C’était un crime irrémissible chez les chrétiens de montrer les évangiles aux Gentils; ils ne les prêtaient pas même aux catéchumènes.
Quand Lucien raconte, dans son Philopatris (en insultant notre religion, qu’il connaissait très peu), « qu’une troupe de gueux le mena dans un quatrième étage où l’on invoquait le père par le fils, et où l’on prédisait des malheurs à l’empereur et à l’empire », il ne dit point qu’on lui ait montré un seul livre.

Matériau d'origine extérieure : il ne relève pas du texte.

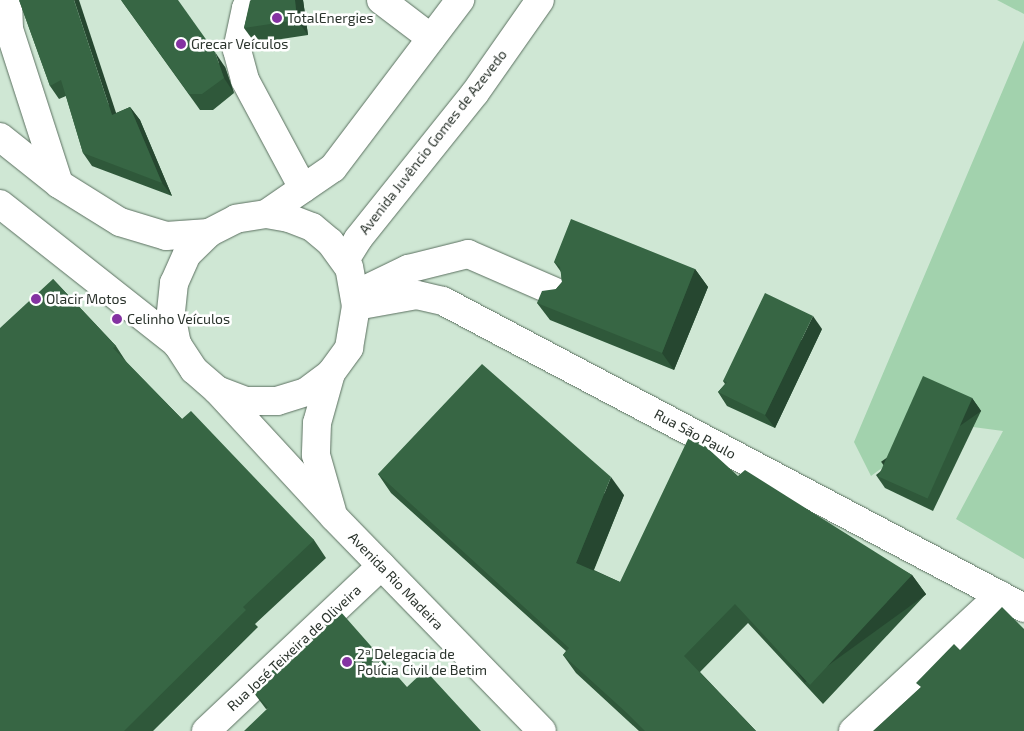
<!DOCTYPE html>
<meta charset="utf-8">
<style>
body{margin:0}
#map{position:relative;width:1024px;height:731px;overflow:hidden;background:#cfe7d4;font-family:"Exo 2",sans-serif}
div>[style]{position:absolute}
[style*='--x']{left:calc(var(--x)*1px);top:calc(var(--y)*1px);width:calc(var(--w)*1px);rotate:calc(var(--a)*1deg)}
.green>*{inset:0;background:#a2d2ad}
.roads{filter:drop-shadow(0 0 1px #5b7060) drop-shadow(0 0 1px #5b7060)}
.minor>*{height:28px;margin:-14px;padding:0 14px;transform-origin:14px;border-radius:14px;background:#fff}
.major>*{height:28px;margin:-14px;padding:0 14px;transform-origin:14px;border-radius:14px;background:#fff}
.highway>*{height:28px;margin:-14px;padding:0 14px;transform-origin:14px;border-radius:14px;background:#fff}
.wall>*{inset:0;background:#2f583a}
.shaded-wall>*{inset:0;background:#264730;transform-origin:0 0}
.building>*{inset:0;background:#376644;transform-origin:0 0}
.dots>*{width:14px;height:14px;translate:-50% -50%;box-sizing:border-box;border:2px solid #fff;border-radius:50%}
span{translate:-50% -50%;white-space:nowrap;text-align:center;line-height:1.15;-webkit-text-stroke:5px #fff;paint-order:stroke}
.poi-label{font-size:14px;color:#2b342d}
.left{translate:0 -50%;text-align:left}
.street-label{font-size:14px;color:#2b342d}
</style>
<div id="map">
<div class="green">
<i style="clip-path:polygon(997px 0,1024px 0,1024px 14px)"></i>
<i style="clip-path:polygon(1024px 40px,1024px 559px,956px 519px,1003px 431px,943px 423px,871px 476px,854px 442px)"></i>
</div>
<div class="roads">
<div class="minor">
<i style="--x:255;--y:0;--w:12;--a:138"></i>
<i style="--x:246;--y:8;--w:43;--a:102.1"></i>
<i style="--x:237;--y:50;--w:31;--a:75"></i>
<i style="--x:245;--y:80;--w:123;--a:61.8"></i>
<i style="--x:381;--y:0;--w:63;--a:37.2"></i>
<i style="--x:356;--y:294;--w:58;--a:-25.7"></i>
<i style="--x:408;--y:269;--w:62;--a:-14"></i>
<i style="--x:468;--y:254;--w:100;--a:23.5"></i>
<i style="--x:356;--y:306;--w:62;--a:-10.2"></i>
<i style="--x:417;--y:295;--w:27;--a:13"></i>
<i style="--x:443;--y:301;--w:657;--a:27.85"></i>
<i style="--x:206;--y:731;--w:241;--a:-43.3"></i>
<i style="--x:853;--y:731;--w:200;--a:-42.8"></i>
</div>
<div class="major">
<i style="--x:8;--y:0;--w:29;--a:88"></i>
<i style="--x:9;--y:29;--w:163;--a:72.1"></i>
<i style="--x:59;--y:184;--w:72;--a:31.9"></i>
<i style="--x:120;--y:222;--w:48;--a:16.9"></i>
<i style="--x:166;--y:236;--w:43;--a:-4"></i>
<i style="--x:0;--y:204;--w:226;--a:38.3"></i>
<i style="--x:266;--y:214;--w:81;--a:-34.5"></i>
<i style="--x:333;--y:168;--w:211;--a:-52.9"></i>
<i style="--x:345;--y:260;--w:25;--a:-58"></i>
<i style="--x:358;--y:239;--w:187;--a:-51.3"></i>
<i style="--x:475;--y:93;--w:113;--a:-55"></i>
<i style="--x:331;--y:373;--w:52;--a:105.6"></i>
<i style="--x:317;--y:423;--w:32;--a:92"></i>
<i style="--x:316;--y:455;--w:58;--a:74.1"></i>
<i style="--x:217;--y:390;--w:31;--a:21"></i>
<i style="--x:246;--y:401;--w:31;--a:0"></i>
<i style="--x:277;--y:401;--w:30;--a:-17"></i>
<i style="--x:306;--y:392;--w:31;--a:-37"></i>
<i style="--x:331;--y:373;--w:31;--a:-54"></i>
<i style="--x:349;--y:348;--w:43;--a:-80.5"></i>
<i style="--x:356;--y:306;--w:39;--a:-100"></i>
<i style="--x:349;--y:268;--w:32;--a:-126"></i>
<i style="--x:330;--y:242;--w:23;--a:-140"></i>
<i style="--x:312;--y:227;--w:25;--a:-159"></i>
<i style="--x:289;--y:218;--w:23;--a:-170"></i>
<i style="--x:266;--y:214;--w:30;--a:171"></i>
<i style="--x:236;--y:219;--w:30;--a:153"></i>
<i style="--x:209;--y:233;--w:30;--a:136"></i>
<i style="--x:187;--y:254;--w:32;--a:114"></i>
<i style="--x:174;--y:283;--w:31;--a:96"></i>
<i style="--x:171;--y:314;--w:31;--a:79"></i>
<i style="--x:177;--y:344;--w:31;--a:57"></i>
<i style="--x:194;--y:370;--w:30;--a:41"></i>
<i style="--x:217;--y:390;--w:173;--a:47.3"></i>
<i style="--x:334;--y:517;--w:298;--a:45.8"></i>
</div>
<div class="highway">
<i style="--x:0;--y:137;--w:75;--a:38.5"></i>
</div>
</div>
<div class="wall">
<i style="clip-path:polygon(19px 0,116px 113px,130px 107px,140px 120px,172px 196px,92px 166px,83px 153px,66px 96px,59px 99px,50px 86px)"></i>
<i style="clip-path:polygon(121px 0,225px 67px,234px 93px,213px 110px,200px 110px)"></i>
<i style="clip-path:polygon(251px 0,303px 0,308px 35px,255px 43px,244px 28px)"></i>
<i style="clip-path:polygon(554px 262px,695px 269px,708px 287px,674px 370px,550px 320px,537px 303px,556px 289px,562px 282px,561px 272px)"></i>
<i style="clip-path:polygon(53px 279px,116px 346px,127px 363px,182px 419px,314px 540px,326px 558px,255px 624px,258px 627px,153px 731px,0 731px)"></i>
<i style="clip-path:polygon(822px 329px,775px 428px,727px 406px,718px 392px,725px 384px,723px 381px)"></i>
<i style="clip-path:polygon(972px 398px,981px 411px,933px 511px,885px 488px,876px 475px)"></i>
<i style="clip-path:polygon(378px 474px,624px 495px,594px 570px,620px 582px,738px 476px,912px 575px,926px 594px,823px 704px,748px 623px,700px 672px,756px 731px,639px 731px,576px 673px,563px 655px,566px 651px,391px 493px)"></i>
<i style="clip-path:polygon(407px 687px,266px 709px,251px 689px)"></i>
</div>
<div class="shaded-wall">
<i style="clip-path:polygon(74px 0,79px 0,121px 128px,112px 115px)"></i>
<i style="clip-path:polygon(295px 0,303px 0,308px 35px,297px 20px)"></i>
<i style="clip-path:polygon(215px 52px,225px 67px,234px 93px,224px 78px)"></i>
<i style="clip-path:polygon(130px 107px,140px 120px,172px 196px,162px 183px)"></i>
<i style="clip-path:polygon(695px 269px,708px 287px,674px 370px,662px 353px)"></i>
<i style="clip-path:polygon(813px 316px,822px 329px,775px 428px,765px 415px)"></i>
<i style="left:972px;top:398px;width:16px;height:111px;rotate:55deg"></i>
<i style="clip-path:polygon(611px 477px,624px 495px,589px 581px,576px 563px)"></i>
<i style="left:912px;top:575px;width:24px;height:150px;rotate:54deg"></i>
</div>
<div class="building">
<i style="clip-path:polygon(19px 0,74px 0,112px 115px,130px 107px,162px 183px,83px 153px,61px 80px,50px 86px)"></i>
<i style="clip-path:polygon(121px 0,178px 0,215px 52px,224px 78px,202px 94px,189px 94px)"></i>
<i style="clip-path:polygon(251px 0,295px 0,297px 20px,244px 28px,250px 1px)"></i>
<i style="clip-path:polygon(571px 219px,695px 269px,662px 353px,537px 303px,542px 291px,556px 289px,562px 282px,560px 267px,554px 262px)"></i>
<i style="clip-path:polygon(53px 279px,116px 346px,113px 348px,182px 419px,191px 411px,314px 540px,243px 607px,246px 610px,124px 731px,0 731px,0 328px)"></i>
<i style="clip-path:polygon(765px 293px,813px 316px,765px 415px,718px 392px,727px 382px,723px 381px)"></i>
<i style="clip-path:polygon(482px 364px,611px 477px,576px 563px,620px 582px,689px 437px,704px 445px,738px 476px,745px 470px,912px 575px,810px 685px,735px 604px,684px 656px,756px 731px,645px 731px,628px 714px,563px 655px,569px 648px,378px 474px)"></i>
<i style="left:923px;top:376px;width:54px;height:110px;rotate:24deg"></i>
<i style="clip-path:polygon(1002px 607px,1024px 629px,1024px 731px,873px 731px,921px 687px,916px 683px,954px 644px,960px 650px)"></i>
<i style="clip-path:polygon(340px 611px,407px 687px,425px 670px,481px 731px,244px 731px,268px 708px,251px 689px)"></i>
</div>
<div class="dots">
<i style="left:277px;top:18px;background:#8433a2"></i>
<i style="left:181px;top:44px;background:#8433a2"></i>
<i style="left:36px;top:299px;background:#8433a2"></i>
<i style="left:117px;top:319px;background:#8433a2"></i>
<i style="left:347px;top:662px;background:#8433a2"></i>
</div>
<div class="poi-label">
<span class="left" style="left:287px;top:18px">TotalEnergies</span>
<span class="left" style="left:191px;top:44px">Grecar Veículos</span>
<span class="left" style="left:46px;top:299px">Olacir Motos</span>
<span class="left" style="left:127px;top:319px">Celinho Veículos</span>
<span class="left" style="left:357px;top:662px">2ª Delegacia de<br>Polícia Civil de Betim</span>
</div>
<div class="street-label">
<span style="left:433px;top:142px;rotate:-52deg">Avenida Juvêncio Gomes de Azevedo</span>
<span style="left:695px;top:434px;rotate:28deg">Rua São Paulo</span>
<span style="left:396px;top:581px;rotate:46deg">Avenida Rio Madeira</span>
<span style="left:294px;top:648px;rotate:-43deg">Rua José Teixeira de Oliveira</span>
</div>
</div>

Aucun historien, aucun auteur romain ne parle des évangiles.
Lorsqu’un chrétien, malheureusement téméraire et indigne de sa sainte religion, eut mis en pièces publiquement et foulé aux pieds un édit de l’empereur Dioclétien, et qu’il eut attiré sur le christianisme la persécution qui succéda à la plus grande tolérance, les chrétiens furent alors obligés de livrer leurs évangiles et leurs autres écrits aux magistrats: ce qui ne s’était jamais fait jusqu’à ce temps. Ceux qui donnèrent leurs livres dans la crainte de la prison, ou même de la mort, furent regardés par les autres chrétiens comme des apostats sacriléges; on leur donna le surnom de traditores, d’où vient le mot traîtres; et plusieurs évêques prétendirent qu’il fallait les rebaptiser, ce qui causa un schisme épouvantable.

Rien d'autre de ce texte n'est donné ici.